“I literally got into this by accident,” says Gregory Nolan. “One night in 2004, I accidentally poured a beer over a girl and I got chatting to the guy she was with, who was starting a new club night that very weekend.” The guy in question was Jay McAllister, AKA the indie-folk artist Beans on Toast, who wanted some original artwork for the walls of his club. As an amateur yet aspiring photographer, Nolan offered his “subpar, A-level art photos”.
Connections were made and this led to Nolan getting a gig photographing the weekly London indie club night Frog. Soon he found himself immersed, seven nights a week, in a world of sweat-soaked moshing crowds, dingy backstage rooms, sticky floors and mountains of Red Stripe. Nolan would capture the spotty faces of a burgeoning generation of indie musicians: the Killers, Amy Winehouse, Arctic Monkeys, Lily Allen, Mark Ronson, Devonté Hynes and countless others. “It was nuts,” he says. “I never had any money, no one had jobs and we were all living on other people’s floors but I’d often be jumping on tour buses and going on crazy tours with bands.”
Nolan’s work is now collected under the digital project This Was Our Scene, which includes over 6,000 of his photographs. Surveying a landscape of backstage parties in venues that no longer exist, Nolan’s work captures something of a last hurrah.
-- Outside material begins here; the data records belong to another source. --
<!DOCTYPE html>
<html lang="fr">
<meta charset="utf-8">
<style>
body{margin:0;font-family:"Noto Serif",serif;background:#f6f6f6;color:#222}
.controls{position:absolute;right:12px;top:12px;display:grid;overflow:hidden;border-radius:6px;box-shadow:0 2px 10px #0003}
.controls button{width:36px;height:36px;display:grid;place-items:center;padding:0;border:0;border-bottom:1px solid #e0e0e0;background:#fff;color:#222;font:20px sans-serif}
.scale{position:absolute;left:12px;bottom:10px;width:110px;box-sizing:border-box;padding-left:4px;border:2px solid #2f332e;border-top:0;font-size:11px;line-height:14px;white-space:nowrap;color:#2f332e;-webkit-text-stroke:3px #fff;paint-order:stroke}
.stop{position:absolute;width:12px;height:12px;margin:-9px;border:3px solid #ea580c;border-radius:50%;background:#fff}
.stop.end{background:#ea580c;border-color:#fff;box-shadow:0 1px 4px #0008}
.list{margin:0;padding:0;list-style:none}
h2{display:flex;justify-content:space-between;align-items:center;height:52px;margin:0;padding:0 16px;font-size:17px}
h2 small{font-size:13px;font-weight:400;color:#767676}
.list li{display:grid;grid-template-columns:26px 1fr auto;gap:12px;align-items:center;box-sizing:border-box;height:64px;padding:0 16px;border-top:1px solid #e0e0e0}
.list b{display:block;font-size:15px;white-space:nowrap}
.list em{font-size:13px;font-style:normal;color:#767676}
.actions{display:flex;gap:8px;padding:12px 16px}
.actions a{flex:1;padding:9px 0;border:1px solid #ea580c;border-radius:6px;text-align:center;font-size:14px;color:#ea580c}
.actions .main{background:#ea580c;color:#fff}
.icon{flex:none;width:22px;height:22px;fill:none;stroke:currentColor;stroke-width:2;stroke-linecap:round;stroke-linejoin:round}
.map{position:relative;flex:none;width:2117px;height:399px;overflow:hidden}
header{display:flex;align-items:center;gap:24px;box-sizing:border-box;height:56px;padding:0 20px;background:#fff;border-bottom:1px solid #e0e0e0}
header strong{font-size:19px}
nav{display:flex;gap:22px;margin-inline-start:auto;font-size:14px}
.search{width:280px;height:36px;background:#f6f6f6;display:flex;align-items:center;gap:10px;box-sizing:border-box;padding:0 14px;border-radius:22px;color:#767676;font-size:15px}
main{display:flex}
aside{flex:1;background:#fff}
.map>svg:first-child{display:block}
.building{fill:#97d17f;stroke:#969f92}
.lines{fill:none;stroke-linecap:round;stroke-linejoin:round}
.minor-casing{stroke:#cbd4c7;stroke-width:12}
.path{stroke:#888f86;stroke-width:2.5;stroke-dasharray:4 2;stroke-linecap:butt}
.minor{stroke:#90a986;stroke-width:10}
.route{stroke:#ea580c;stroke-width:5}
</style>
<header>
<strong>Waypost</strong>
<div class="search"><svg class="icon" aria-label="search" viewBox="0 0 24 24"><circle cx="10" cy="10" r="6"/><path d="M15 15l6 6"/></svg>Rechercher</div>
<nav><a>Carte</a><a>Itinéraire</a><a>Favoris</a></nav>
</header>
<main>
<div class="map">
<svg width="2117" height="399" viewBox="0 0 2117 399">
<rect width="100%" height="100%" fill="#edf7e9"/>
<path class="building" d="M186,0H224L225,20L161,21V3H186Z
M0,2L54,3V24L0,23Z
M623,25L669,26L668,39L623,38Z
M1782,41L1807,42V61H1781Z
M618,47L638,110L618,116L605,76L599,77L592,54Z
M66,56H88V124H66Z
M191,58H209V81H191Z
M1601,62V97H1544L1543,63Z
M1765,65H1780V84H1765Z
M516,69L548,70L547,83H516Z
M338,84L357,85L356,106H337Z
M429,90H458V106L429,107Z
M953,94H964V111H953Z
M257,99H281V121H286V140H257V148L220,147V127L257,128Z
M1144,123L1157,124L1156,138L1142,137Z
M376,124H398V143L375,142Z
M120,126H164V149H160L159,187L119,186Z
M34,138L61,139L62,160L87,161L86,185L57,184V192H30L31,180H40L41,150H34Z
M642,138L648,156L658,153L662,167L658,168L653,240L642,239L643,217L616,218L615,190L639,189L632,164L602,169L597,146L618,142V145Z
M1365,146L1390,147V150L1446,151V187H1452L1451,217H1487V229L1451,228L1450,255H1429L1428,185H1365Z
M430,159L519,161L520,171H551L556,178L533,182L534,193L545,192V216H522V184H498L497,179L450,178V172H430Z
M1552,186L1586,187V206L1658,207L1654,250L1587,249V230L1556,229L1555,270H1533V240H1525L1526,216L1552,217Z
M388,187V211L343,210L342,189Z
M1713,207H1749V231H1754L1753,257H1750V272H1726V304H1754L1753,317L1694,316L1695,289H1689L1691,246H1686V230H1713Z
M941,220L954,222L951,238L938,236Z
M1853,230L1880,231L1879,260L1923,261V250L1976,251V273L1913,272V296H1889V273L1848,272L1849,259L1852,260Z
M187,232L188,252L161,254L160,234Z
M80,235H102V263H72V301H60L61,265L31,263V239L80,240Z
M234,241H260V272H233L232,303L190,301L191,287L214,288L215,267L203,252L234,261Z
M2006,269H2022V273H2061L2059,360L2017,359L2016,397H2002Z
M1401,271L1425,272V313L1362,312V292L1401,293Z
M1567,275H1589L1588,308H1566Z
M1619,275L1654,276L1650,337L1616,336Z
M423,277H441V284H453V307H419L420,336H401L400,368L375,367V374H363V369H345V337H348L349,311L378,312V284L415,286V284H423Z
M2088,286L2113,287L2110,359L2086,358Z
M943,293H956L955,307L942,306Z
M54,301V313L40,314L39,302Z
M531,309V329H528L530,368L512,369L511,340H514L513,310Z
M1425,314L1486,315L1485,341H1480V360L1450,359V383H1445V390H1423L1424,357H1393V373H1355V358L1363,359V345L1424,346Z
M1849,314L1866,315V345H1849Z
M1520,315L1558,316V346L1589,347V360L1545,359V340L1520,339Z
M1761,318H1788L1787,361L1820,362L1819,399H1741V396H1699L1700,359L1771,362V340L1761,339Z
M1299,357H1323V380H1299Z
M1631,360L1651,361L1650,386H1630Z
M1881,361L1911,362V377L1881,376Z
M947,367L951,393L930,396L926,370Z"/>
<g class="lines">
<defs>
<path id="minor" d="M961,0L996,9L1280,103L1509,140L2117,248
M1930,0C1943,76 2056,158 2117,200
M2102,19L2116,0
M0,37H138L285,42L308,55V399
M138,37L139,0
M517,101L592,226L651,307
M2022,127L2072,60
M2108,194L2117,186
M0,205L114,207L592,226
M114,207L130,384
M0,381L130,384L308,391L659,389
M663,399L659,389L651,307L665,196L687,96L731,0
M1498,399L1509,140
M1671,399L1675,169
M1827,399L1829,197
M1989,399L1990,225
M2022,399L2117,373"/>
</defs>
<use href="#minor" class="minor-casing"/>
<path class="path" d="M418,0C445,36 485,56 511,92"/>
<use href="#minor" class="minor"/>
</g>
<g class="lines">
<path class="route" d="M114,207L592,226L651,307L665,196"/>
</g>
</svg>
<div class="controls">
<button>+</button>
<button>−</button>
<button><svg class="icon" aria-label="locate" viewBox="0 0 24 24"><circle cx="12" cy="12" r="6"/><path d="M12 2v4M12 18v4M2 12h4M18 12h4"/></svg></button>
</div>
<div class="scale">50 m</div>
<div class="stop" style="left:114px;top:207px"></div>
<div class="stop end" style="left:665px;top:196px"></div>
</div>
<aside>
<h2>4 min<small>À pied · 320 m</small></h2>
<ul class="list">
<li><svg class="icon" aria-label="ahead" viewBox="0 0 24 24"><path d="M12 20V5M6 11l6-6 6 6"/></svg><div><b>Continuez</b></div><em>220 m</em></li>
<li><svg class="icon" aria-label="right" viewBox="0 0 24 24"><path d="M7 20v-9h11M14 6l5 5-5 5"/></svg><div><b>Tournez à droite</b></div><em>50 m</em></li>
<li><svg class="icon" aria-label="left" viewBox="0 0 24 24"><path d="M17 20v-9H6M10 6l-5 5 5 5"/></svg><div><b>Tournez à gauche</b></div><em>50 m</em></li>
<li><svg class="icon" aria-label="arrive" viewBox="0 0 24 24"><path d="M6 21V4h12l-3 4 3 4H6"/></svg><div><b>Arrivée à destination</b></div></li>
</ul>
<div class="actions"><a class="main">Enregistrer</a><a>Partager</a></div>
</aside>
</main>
It’s a world before smartphones, rampant social media use and the endless documentation of everything. “I think there’s more video footage of rave culture and Britpop than of this era,” he says. “Because everyone was used to the technology of having a camcorder with tapes, then suddenly we had the shift to memory cards. And those memory cards were 16 or 32 megabytes, and you could record video for, what, eight seconds? So while technology made a massive jump, it also didn’t. It left a kind of a digital black hole where no one could document this period except for someone with a decent camera.”
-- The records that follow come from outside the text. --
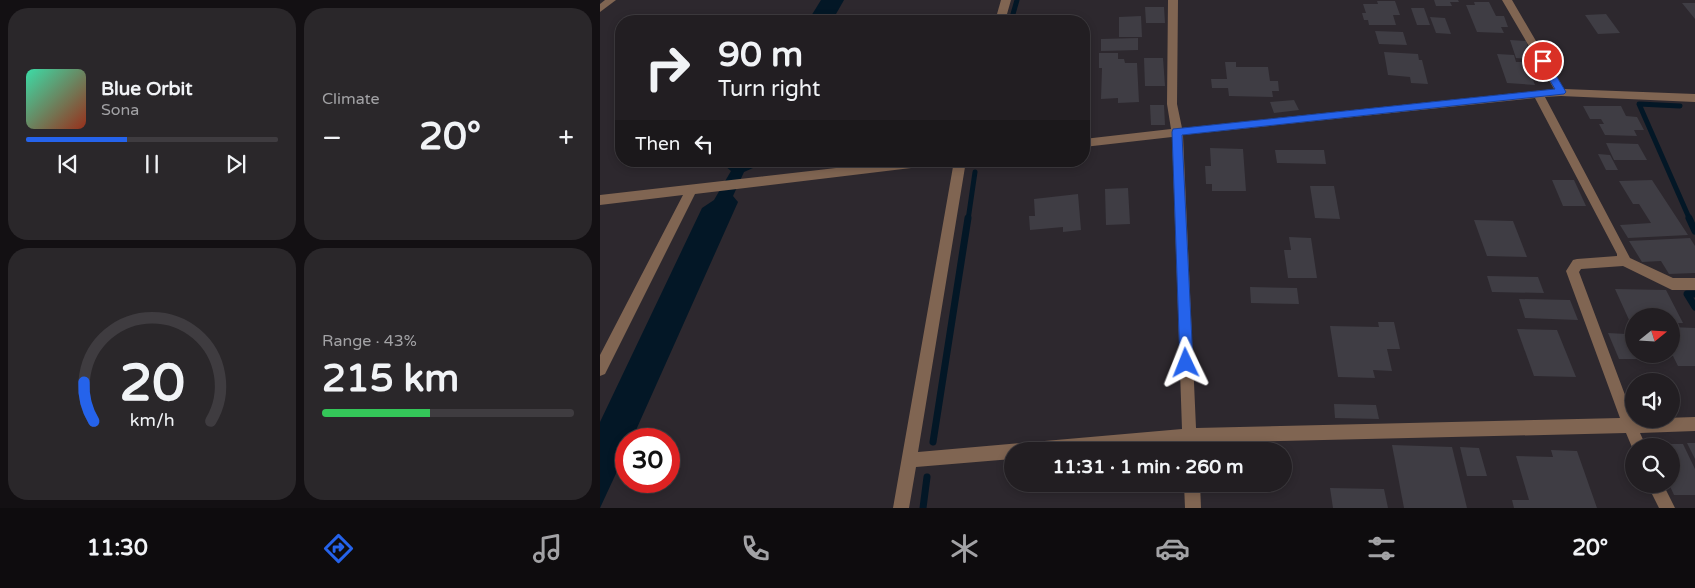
<!DOCTYPE html>
<meta charset="utf-8">
<style>
:root{--surface:#221e22;--page:#2a272a;--text:#f1f3f6;--muted:#a2a2a5;--line:#3f3c40;--accent:#2563eb}
body{margin:0;font-family:"Varela Round",sans-serif;background:var(--page);color:var(--text);height:100vh;display:flex;flex-direction:column;font-size:19px;white-space:nowrap}
*{box-sizing:border-box;margin:0}
p{font-size:16px;color:var(--muted)}
.icon{flex:none;width:28px;height:28px;fill:none;stroke:currentColor;stroke-width:2;stroke-linecap:round;stroke-linejoin:round}
.map{position:relative;flex:1;overflow:hidden}
.drawer{display:flex;flex-direction:column;gap:8px;padding:8px;background:#131013;width:600px}
.drawer>*{flex:none}
.guide{position:absolute;left:15px;top:15px;width:475px;height:152px;border-radius:20px;box-shadow:0 2px 8px #0003,0 0 0 1px var(--line);background:#221e22;color:var(--text);overflow:hidden}
.needle{width:32px;rotate:72deg}
.tools{position:absolute;left:1025px;top:308px;display:grid;gap:10px}
.tools a{display:grid;place-items:center;width:55px;height:55px;border-radius:50%;background:var(--surface);box-shadow:0 2px 8px #0003,0 0 0 1px var(--line);font-size:25px}
.speed{position:absolute;left:15px;top:428px;display:flex;gap:10px;font-size:25px;font-weight:700;text-align:center}
.speed>*{display:grid;place-content:center;width:65px;height:65px;border-radius:50%;background:var(--surface);box-shadow:0 2px 8px #0003,0 0 0 1px var(--line);line-height:1}
.speed .limit{border:8px solid #d22;background:#fff;color:#111}
.pin{position:absolute;display:grid;place-items:center;width:42px;height:42px;color:#fff;margin:-21px;border:2px solid #fff;border-radius:50%;box-shadow:0 1px 5px #0007}
.me{position:absolute;width:55px;margin:-28px;rotate:358deg;stroke-linejoin:round;filter:drop-shadow(0 0 4px #0008)}
.turn{display:flex;align-items:center;gap:18px;height:105px;padding:0 20px;font-size:22px}
.turn .icon{width:65px;height:65px;stroke-width:2.5}
.turn b{display:block;font-size:35px;line-height:42px}
.then{display:flex;align-items:center;height:48px;padding:0 20px;background:#0003;gap:10px;font-size:19px}
.big{font-size:38px;font-weight:700;line-height:1.1}
.drawer .card{flex:1;display:flex;flex-direction:column;justify-content:center;gap:8px;min-width:0;padding:0 18px;border-radius:20px;background:var(--page)}
.drawer .dial{align-items:center;gap:0}
.dial svg{height:130px;overflow:visible;fill:none;stroke:var(--line);stroke-width:7;stroke-linecap:round;text-anchor:middle}
.dial text{fill:var(--text);stroke:none}
.song{display:flex;align-items:center;gap:15px}
.cover{width:60px;height:60px;border-radius:8px;background:linear-gradient(135deg,hsl(160 70% 55%),hsl(10 70% 35%))}
.played{height:5px;border-radius:2px;background:linear-gradient(90deg,var(--accent) 40%,var(--line) 40%)}
.keys{display:flex;justify-content:space-around;direction:ltr}
.heat{display:flex;justify-content:space-between;align-items:center;font-size:28px;direction:ltr}
.charge{height:8px;border-radius:4px;background:linear-gradient(90deg,#34c759 43%,var(--line) 0)}
.drawer .tiles{flex:1;display:grid;gap:8px;grid-template-columns:repeat(2,1fr)}
.trip{position:absolute;left:404px;top:442px;width:288px;height:50px;border-radius:25px;background:var(--surface);box-shadow:0 2px 8px #0003,0 0 0 1px var(--line);font-weight:700;line-height:50px;text-align:center}
.dock{display:flex;height:80px;justify-content:space-around;align-items:center;background:#0e0c0e;color:var(--muted)}
.dock .icon{width:35px;height:35px}
.dock .on{color:var(--accent)}
.dock b{font-size:22px;color:var(--text)}
main{display:flex;flex:1;min-height:0}
.map>svg:first-child{display:block}
</style>
<main>
<section class="drawer">
<div class="tiles">
<div class="card">
<div class="song"><i class="cover"></i><div><b>Blue Orbit</b><p>Sona</p></div></div>
<div class="played"></div>
<div class="keys"><svg class="icon" aria-label="previous" viewBox="0 0 24 24"><path d="M18 5L8 12l10 7zM5 5v14"/></svg><svg class="icon" aria-label="pause" viewBox="0 0 24 24"><path d="M8 5v14M16 5v14"/></svg><svg class="icon" aria-label="next" viewBox="0 0 24 24"><path d="M6 5l10 7-10 7zM19 5v14"/></svg></div>
</div>
<div class="card"><p>Climate</p>
<div class="heat"><a>−</a><b class="big">20°</b><a>+</a></div>
</div>
<div class="card dial"><svg viewBox="0 0 100 80">
<path d="M14 69A42 42 0 1 1 86 69"/>
<path d="M14 69A42 42 0 0 1 8 45" stroke="#2563eb"/>
<text x="50" y="56" font-size="32" font-weight="700">20</text>
<text x="50" y="72" font-size="11">km/h</text>
</svg></div>
<div class="card"><p>Range · 43%</p><b class="big">215 km</b><div class="charge"></div></div>
</div>
</section>
<div class="map">
<svg width="1095" height="508" viewBox="0 0 1095 508">
<rect width="100%" height="100%" fill="#2d282e"/>
<g fill="#031726">
<polygon points="221,0 244,0 232,21 208,21"/>
<polygon points="128,161 157,161 153,168 144,172 133,196 138,202 32,439 26,439 26,452 0,508 0,422 102,208 114,200 131,171 125,166"/>
</g>
<g fill="none" stroke-linecap="round" stroke-linejoin="round">
<g stroke="#031726" stroke-width="5">
<polyline points="411,21 417,0"/>
<polyline points="1080,106 1039,104 1090,220"/>
<polyline points="368,220 375,172"/>
</g>
<g stroke="#031726" stroke-width="7">
<polyline points="1089,218 1095,231"/>
<polyline points="1095,294 1087,294 1095,307"/>
<polyline points="333,442 368,218"/>
<polyline points="323,508 327,477"/>
</g>
</g>
<g fill="#3f3d44">
<polygon points="834,0 858,0 859,2 850,2 852,6 836,6"/>
<polygon points="777,1 795,1 800,15 793,15 796,25 769,25 768,20 764,20 762,13 766,13 763,4 778,4"/>
<polygon points="874,2 889,2 896,16 904,16 908,27 901,27 904,33 877,32 866,5 875,5"/>
<polygon points="1082,3 1095,3 1095,19"/>
<polygon points="545,7 564,7 565,23 546,23"/>
<polygon points="811,8 824,8 830,25 817,25"/>
<polygon points="1006,14 1020,33 998,34 985,15"/>
<polygon points="541,16 542,37 519,37 519,17"/>
<polygon points="830,17 845,18 851,34 836,33"/>
<polygon points="775,31 803,32 807,45 779,44"/>
<polygon points="538,38 538,50 501,51 501,39"/>
<polygon points="910,40 926,41 932,59 916,58"/>
<polygon points="784,52 818,54 819,60 822,60 828,84 811,83 810,77 788,75"/>
<polygon points="499,53 518,53 518,59 524,59 525,63 537,63 539,102 518,103 518,98 501,99 502,68 499,68"/>
<polygon points="897,54 914,55 916,62 926,62 935,85 907,83"/>
<polygon points="544,58 563,58 565,86 545,86"/>
<polygon points="625,62 636,62 636,67 668,67 670,81 678,81 679,91 672,91 673,97 629,96 628,88 612,88 611,79 627,79"/>
<polygon points="694,100 699,110 674,113 670,102"/>
<polygon points="550,105 564,105 565,125 551,125"/>
<polygon points="983,106 1021,106 1026,116 1037,117 1044,130 1034,130 1037,136 1005,135 999,124 1004,124 1001,119 990,119"/>
<polygon points="1006,143 1038,144 1047,160 1014,160"/>
<polygon points="610,148 643,149 646,191 612,191 612,184 606,184 605,166 611,166"/>
<polygon points="675,150 724,150 726,164 677,163"/>
<polygon points="998,154 1010,155 1018,170 1006,170"/>
<polygon points="952,180 974,180 986,206 963,206"/>
<polygon points="1052,180 1088,235 1028,238 1020,225 1051,223 1039,204 1033,204 1019,181"/>
<polygon points="710,186 734,186 740,219 715,218"/>
<polygon points="528,188 530,224 506,225 505,189"/>
<polygon points="478,194 481,230 463,232 463,227 430,230 429,216 435,216 434,199"/>
<polygon points="874,220 913,221 927,257 887,256"/>
<polygon points="689,237 711,238 717,278 688,278 684,250 691,250"/>
<polygon points="1090,238 1095,246 1095,273 1069,274 1061,261 1042,262 1029,241"/>
<polygon points="887,276 938,277 944,293 892,292"/>
<polygon points="650,287 697,288 699,304 651,303"/>
<polygon points="1015,289 1066,290 1083,323 1071,323 1071,316 1034,316 1034,322 1030,322"/>
<polygon points="919,299 970,300 978,320 925,318"/>
<polygon points="778,322 794,322 800,349 787,349 792,371 773,370 775,378 738,377 730,326 779,327"/>
<polygon points="1071,327 1095,328 1095,366 1078,366 1073,356 1062,355 1062,354 1071,354"/>
<polygon points="917,329 957,330 976,377 934,376"/>
<polygon points="1008,333 1026,334 1037,359 1019,359"/>
<polygon points="734,404 776,405 779,419 735,418"/>
<polygon points="1087,443 1095,443 1095,459"/>
<polygon points="1050,444 1083,444 1095,469 1095,495 1074,495 1069,484 1071,484 1071,446 1051,446"/>
<polygon points="792,445 852,447 867,508 804,508"/>
<polygon points="860,447 879,448 887,476 867,476"/>
<polygon points="951,450 977,451 997,508 914,508 912,500 929,500 916,456 953,457"/>
<polygon points="730,488 784,489 788,508 733,508"/>
</g>
<g fill="none" stroke-linecap="round" stroke-linejoin="round">
<g fill="#806552" fill-rule="evenodd">
<polygon points="5,0 16,0 0,12 0,4"/>
<polygon points="401,0 411,0 405,21 395,21"/>
<path d="M568,0H578L577,104L582,128L954,89L902,0H912L964,89L1095,94V102L961,96L945,97L1030,258L1073,278H1095V290H1072L1023,266L981,269L979,272L1034,419L1095,417V431L1040,433L1046,446H1034V452L1026,433L597,443V451H583L582,444L499,451H412V459L316,467L309,508H293L354,161H366L318,452L582,429L572,137L484,147V139L571,129L567,104ZM935,98L1017,254V256L977,259L973,260L966,271L1020,418L596,428L583,135Z"/>
<polygon points="297,161 341,161 336,165 95,194 5,374 0,376 0,355 83,195 0,205 0,195"/>
<polygon points="584,484 600,484 601,508 585,508"/>
<polygon points="1047,484 1063,484 1075,508 1059,508"/>
</g>
</g>
<polygon fill="#2563eb" stroke="#184099" points="943,58 946,59 966,92 964,94 582,135 593,363 591,367 586,369 582,367 580,363 572,132 573,129 955,89 938,61"/>
</svg>
<div class="tools">
<a><svg class="needle" viewBox="-14 -14 28 28"><path d="M0-13l5 13h-10z" fill="#e53935"/><path d="M0 13l5-13h-10z" fill="#a2a2a5"/></svg></a>
<a><svg class="icon" aria-label="sound" viewBox="0 0 24 24"><path d="M4 9h4l5-4v14l-5-4H4zM17 9q2 3 0 6"/></svg></a>
<a><svg class="icon" aria-label="search" viewBox="0 0 24 24"><circle cx="10" cy="10" r="6"/><path d="M15 15l6 6"/></svg></a>
</div>
<div class="speed"><div class="limit">30</div></div>
<div class="pin" style="left:943px;top:61px;background:#d93025"><svg class="icon" aria-label="arrive" viewBox="0 0 24 24"><path d="M6 21V4h12l-3 4 3 4H6"/></svg></div>
<svg class="me" style="left:586px;top:363px" viewBox="-20 -20 40 40"><path d="M0-17L14 15 0 8-14 15z" fill="#2563eb" stroke="#fff" stroke-width="4"/></svg>
<div class="trip">11:31 · 1 min · 260 m</div>
<div class="guide">
<div class="turn"><svg class="icon" aria-label="right" viewBox="0 0 24 24"><path d="M7 20v-9h11M14 6l5 5-5 5"/></svg><div><b>90 m</b>Turn right</div></div>
<div class="then">Then<svg class="icon" aria-label="left" viewBox="0 0 24 24"><path d="M17 20v-9H6M10 6l-5 5 5 5"/></svg></div>
</div>
</div>
</main>
<nav class="dock">
<b>11:30</b>
<svg class="icon on" aria-label="directions" viewBox="0 0 24 24"><path d="M12 3l9 9-9 9-9-9zM9 14v-3h6M13 9l2 2-2 2"/></svg>
<svg class="icon" aria-label="music" viewBox="0 0 24 24"><path d="M9 18V5l10-2v13"/><circle cx="6" cy="18" r="3"/><circle cx="16" cy="16" r="3"/></svg>
<svg class="icon" aria-label="phone" viewBox="0 0 24 24"><path d="M5 4h4l2 5-3 2q2 4 5 5l2-3 5 2v4C11 20 4 13 5 4z"/></svg>
<svg class="icon" aria-label="climate" viewBox="0 0 24 24"><path d="M12 3v18M4 7l16 10M4 17L20 7"/></svg>
<svg class="icon" aria-label="car" viewBox="0 0 24 24"><path d="M5 17H2v-5l4-1 3-4h7l3 4 3 1v5h-3M9 17h6M6 11h13"/><circle cx="7" cy="17" r="2"/><circle cx="17" cy="17" r="2"/></svg>
<svg class="icon" aria-label="filters" viewBox="0 0 24 24"><path d="M4 7h16M4 17h16"/><circle cx="9" cy="7" r="2"/><circle cx="15" cy="17" r="2"/></svg>
<b>20°</b>
</nav>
Nolan’s photos depict the messy, naive, hedonistic air of those times. “I don’t know how some people pulled through the car crash that was the 00s,” he says. “It was a wonderful car crash but I know people that went downhill so quickly and some people have since died, of course. Although thankfully, a lot came out the other side, too.” Nolan took a staggering 120,000 photographs of the era, narrowing it down for this collection, so he’s been very selective with what he reveals. “There’s no photos of people doing drugs in the collection because it doesn’t add anything,” he says. “Other than [a shot of] Pete Doherty taking a hit from a crack pipe, because he encouraged me [to take it].”
Instead, it’s the raw, gritty, intimate photos of bands up close, along with the elation in the audience’s faces, that Nolan has gravitated towards. And as a result, he’s really starting to feel the impact of documenting this black hole era that no longer exists. “There is real posterity here,” he says. “Someone wrote to me saying these are the only photos anyone has of them from that period in their life. That felt really good. You realise these photos are a total time capsule for people.”
This Was Our Scene is available on the digital mapping platform Soot
Indie centre of it all: five images from This Was Our Scene
Amy Winehouse
“This was shot in Koko in Camden two months before Back to Black came out,” says Nolan. “I didn’t even notice it was her until later – I was just photographing people. Looking back, she still seems quite shy and in herself. I don’t think the hard lifestyle had started yet as she looks so healthy.”
Girl watching Dirty Pretty Things
“I turned to see what was going on in the crowd and I see this girl,” says Nolan. “People are moshing all around her but she’s just standing, staring up, completely lost in Carl Barât’s stage presence. I really see this as the connection between fan and band; nothing could have broken that gaze.”
Florence Welch
“This was in an old Irish pub. There was no beer in the taps, you had to bring your own and pay £1 per can to drink it there. The sound was terrible and the stage was next to the toilet. This was supposedly the night Florence was discovered. No one knew she could sing and she just got up and it was amazing. Like, absolutely incredible.”
Babyshambles
“This was backstage at Frog. I just like how it’s framed with Pete in the middle and the scene all around him and that massive bottle of vodka. It’s all just very grimy and filthy, and I think it just captures the whole scene really well.”
Crowd surfing
“I call this my renaissance painting. It’s absolute chaos. It was an all dayer, an eight-band bill, and the crowd was like that the whole time. Just amazing energy. It’s like someone just poured a bunch of people out of a jar and that’s why I love it.”